My Blog skin...and thoughts on Blog personalization

I began tinkering with my CSS again recently and instantly got frustrated with the skins offered on this blog host.  The lack of support for more reasonable skins in the ASP.NET Weblogs site is pretty bad, and I'm getting a bit jealous at the extensive skin support on other .TEXT sites such as dotnetjunkies and sqljunkies.  I always liked the cache' and feeling of being on the .NET blogs equivilent of Boardwalk/Park Place with my blog being hosted by an official Microsoft site (www.ASP.net) but that is starting to wear thin these days. 

Personalization is a big part of the self-expression I see as the core value of Blogs.  Without the ability to easily change the appearance of your blog, you can quickly end up with a very homogenized version of your blog rather than one that reflects your personality.  This is great for Microsoft employees who want to have a common "branding" of their blogs - much like wearing the same style blue shirts at PDC - but for the hundreds of independent bloggers on weblogs.asp.net  its hard to stand-out from the masses.

These days, I don't have much time to spend bugging Scott to do something about it, so its almost easier to just move my blog.  I could quickly setup my own .TEXT site using a friend's servers for hosting, or try one of the many other blog-sites available today.

Maybe I'm just being anal about this whole personalization thingy.  It should be good enough that I have free blog hosting on a high-traffic site....It should be good enough that I can change any and all text on my blog....It should be good enough....hmmm.   Well, maybe its just that I don't like "good enough"...that I'm tired of seeing so much "good enough" at my day job that I want a bit of "awesome", "excellent", or "neato" on my blog!
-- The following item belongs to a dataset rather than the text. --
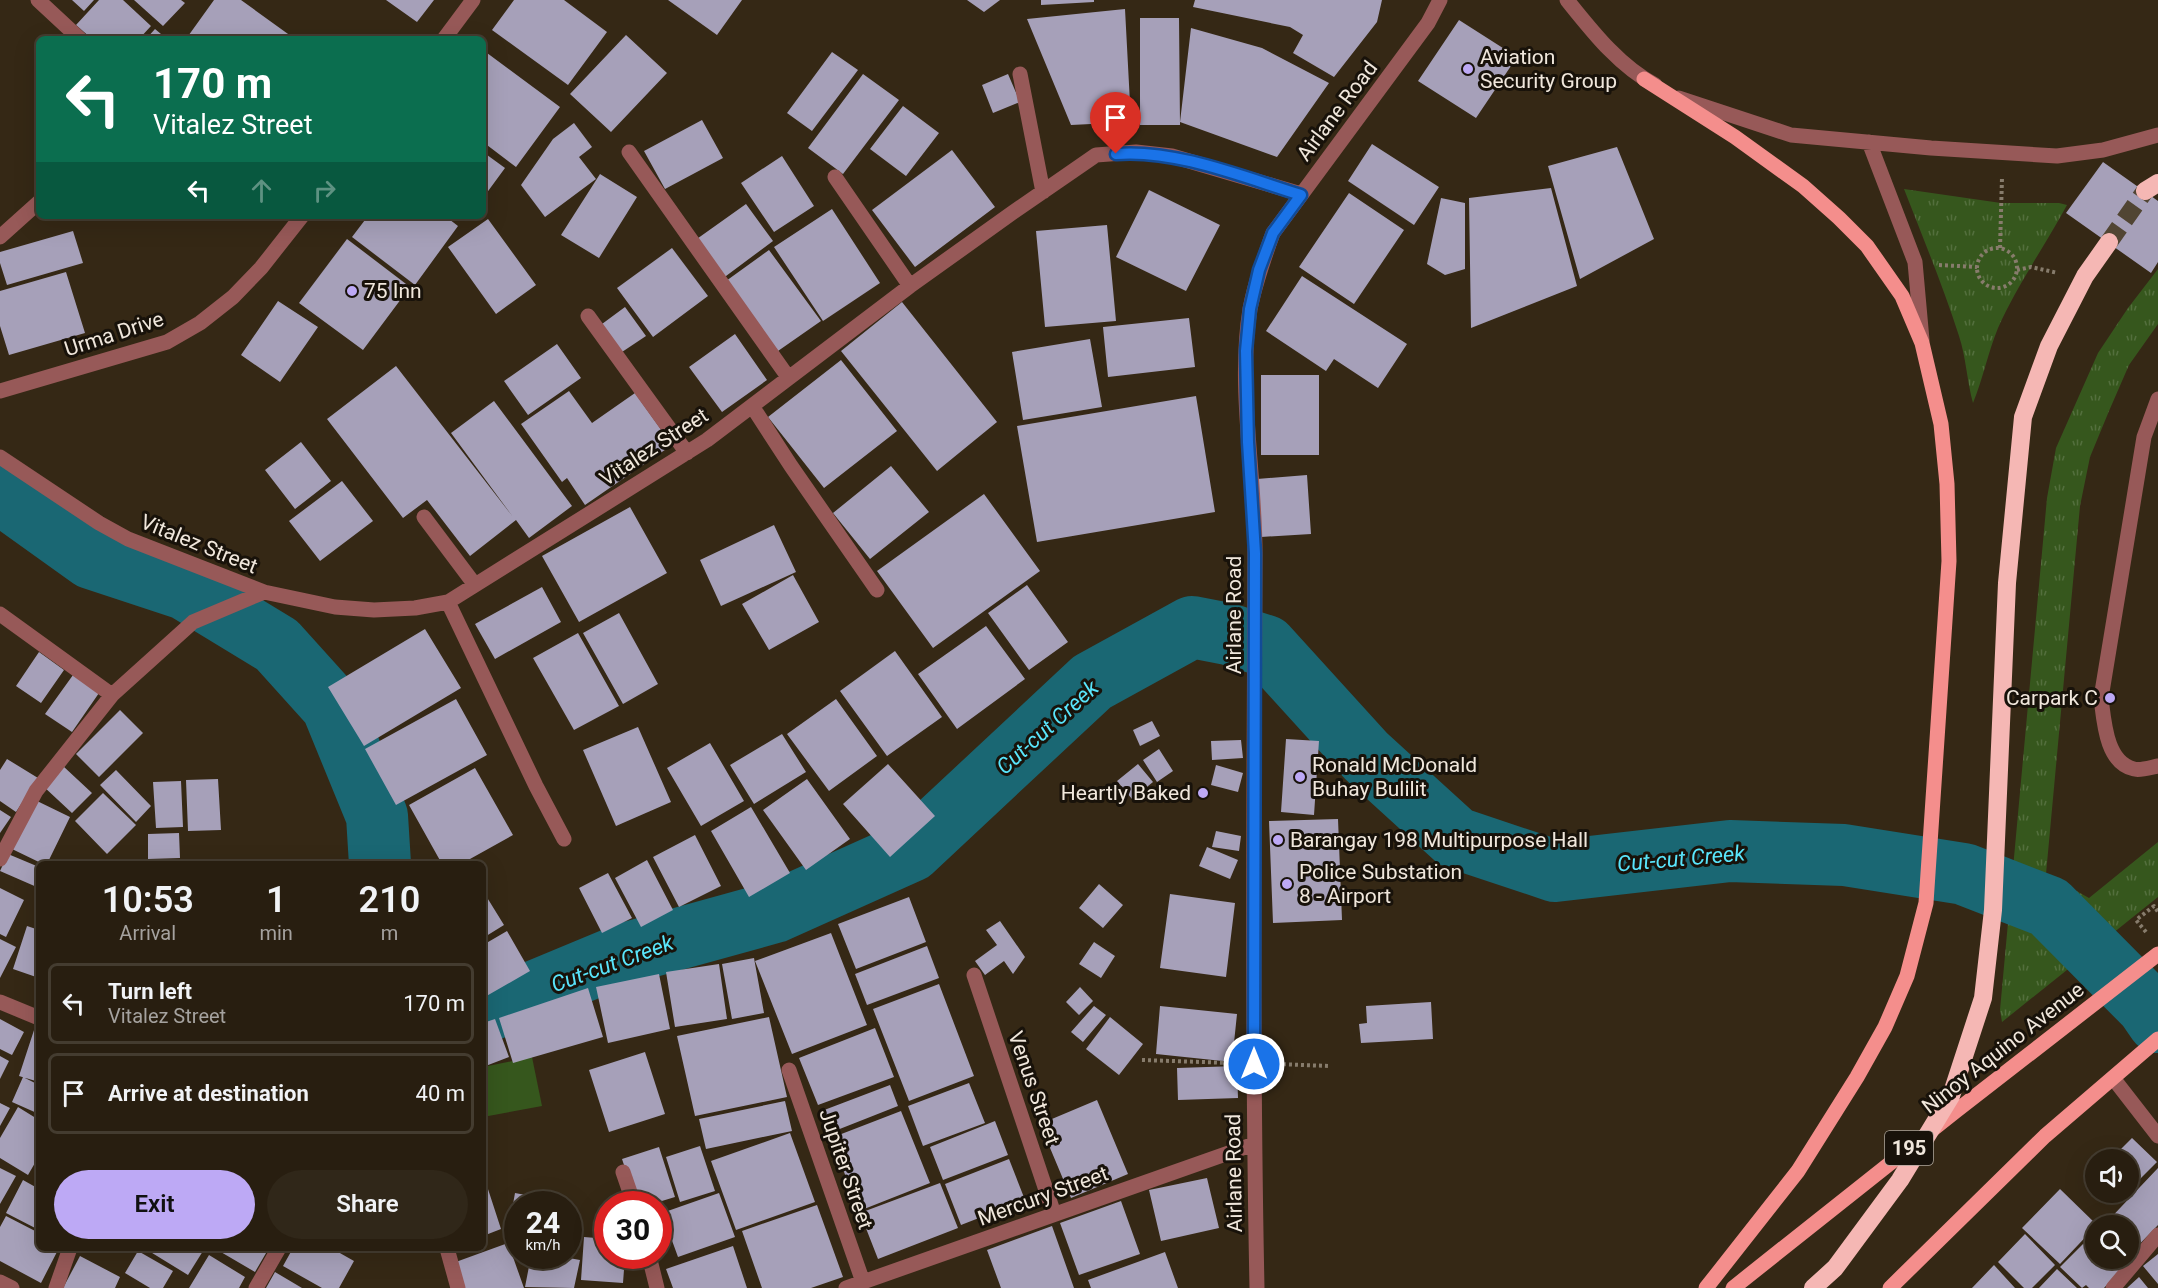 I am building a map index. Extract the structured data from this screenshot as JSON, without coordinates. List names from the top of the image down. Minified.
{"streets":{"main road":["Ninoy Aquino Avenue","195"],"street":["Airlane Road","Urma Drive","Vitalez Street","Venus Street","Jupiter Street","Mercury Street"]},"crossings":[["Airlane Road","Vitalez Street"],["Airlane Road","Mercury Street"],["Venus Street","Mercury Street"],["Jupiter Street","Mercury Street"]],"water":["Cut-cut Creek"],"places":["Aviation Security Group","75 Inn","Carpark C","Ronald McDonald Buhay Bulilit","Heartly Baked","Barangay 198 Multipurpose Hall","Police Substation 8 - Airport"],"page":{"turn":["170 m","Vitalez Street"],"eta":["10:53","Arrival","1","min","210","m"],"list":[{"name":"Turn left","note":"Vitalez Street","value":"170 m"},{"name":"Arrive at destination","value":"40 m"}],"buttons":["Exit","Share"],"speed":"24 km/h","limit":"30"}}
Sorry, its late, I'm tired and rambling....later...

3 Comments

  • I guess I should be more specific.



    My main complaint is that the skins on this site are not adequately "tagged" with Class and ID attributes to enable better CSS style application. Also, it would be nice if the Classes and ID attributes that do exist were consistently named/purposed across each of the base skins so that you could apply the same CSS across multiple skins. This would be like a base ICSS interface implemented on each Skin in order to make skins truly polymorphic in relation to the custom CSS.



    (more rambling) *sigh*



    More skin choices would help, but more consistency in existing skins owuld be just as good.
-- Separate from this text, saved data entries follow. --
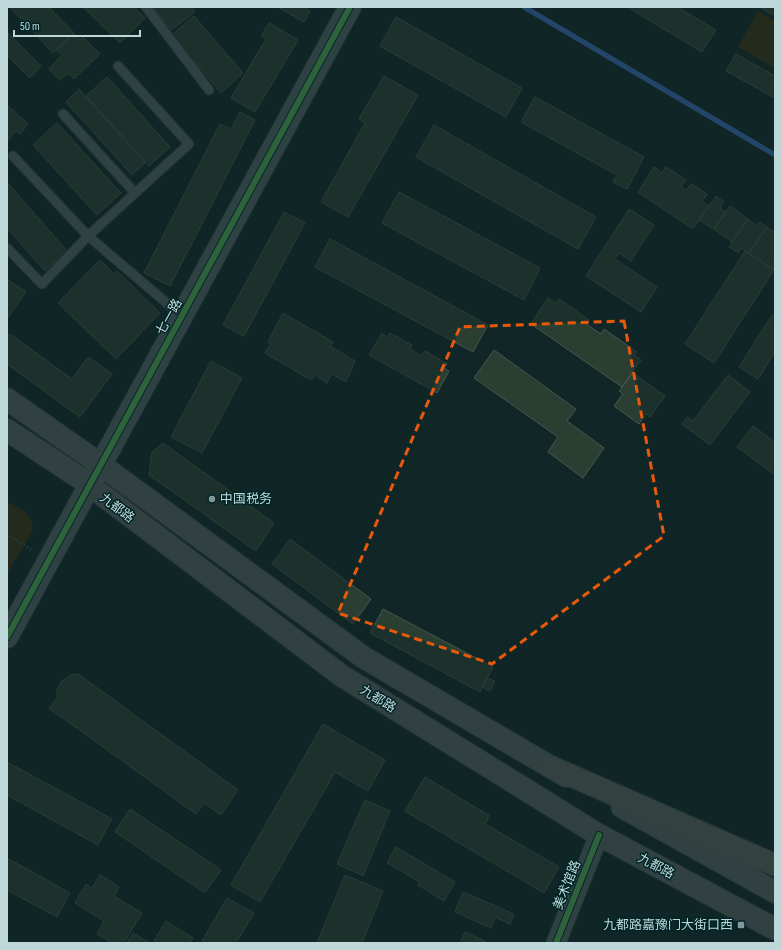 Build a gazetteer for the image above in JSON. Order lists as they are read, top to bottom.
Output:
{
  "streets": {
    "main road": ["九都路"],
    "street": ["七一路", "美术馆路"]
  },
  "crossings": [
    ["七一路", "九都路"],
    ["九都路", "美术馆路"]
  ],
  "places": {
    "other": ["中国税务"],
    "transit": ["九都路嘉豫门大街口西"]
  },
  "scale_bar": "50 m"
}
    Of course, unfortunately since Telligent owns the competing "Community Server" AND maintains the ASP.NET website, it seems unlikely for Rob and the crew to spend much time on the blogs here.....

  • You say it would be nice to be like sqljunkies, well when we moved to community server the skins available reduced. So I've resorted to lots of hacks. Like posting floating divs in the news section and posting other divs in links this allows me to move some of my left bar to the right.



    If you look at my blog it is actually implemented with a 2 column skin, and using the hacks I mention. If you look at the source you will be able to figure what I have done.



    Simon

  • Ah. I guess I was recalling your previous .TEXT implementation with the extra skins.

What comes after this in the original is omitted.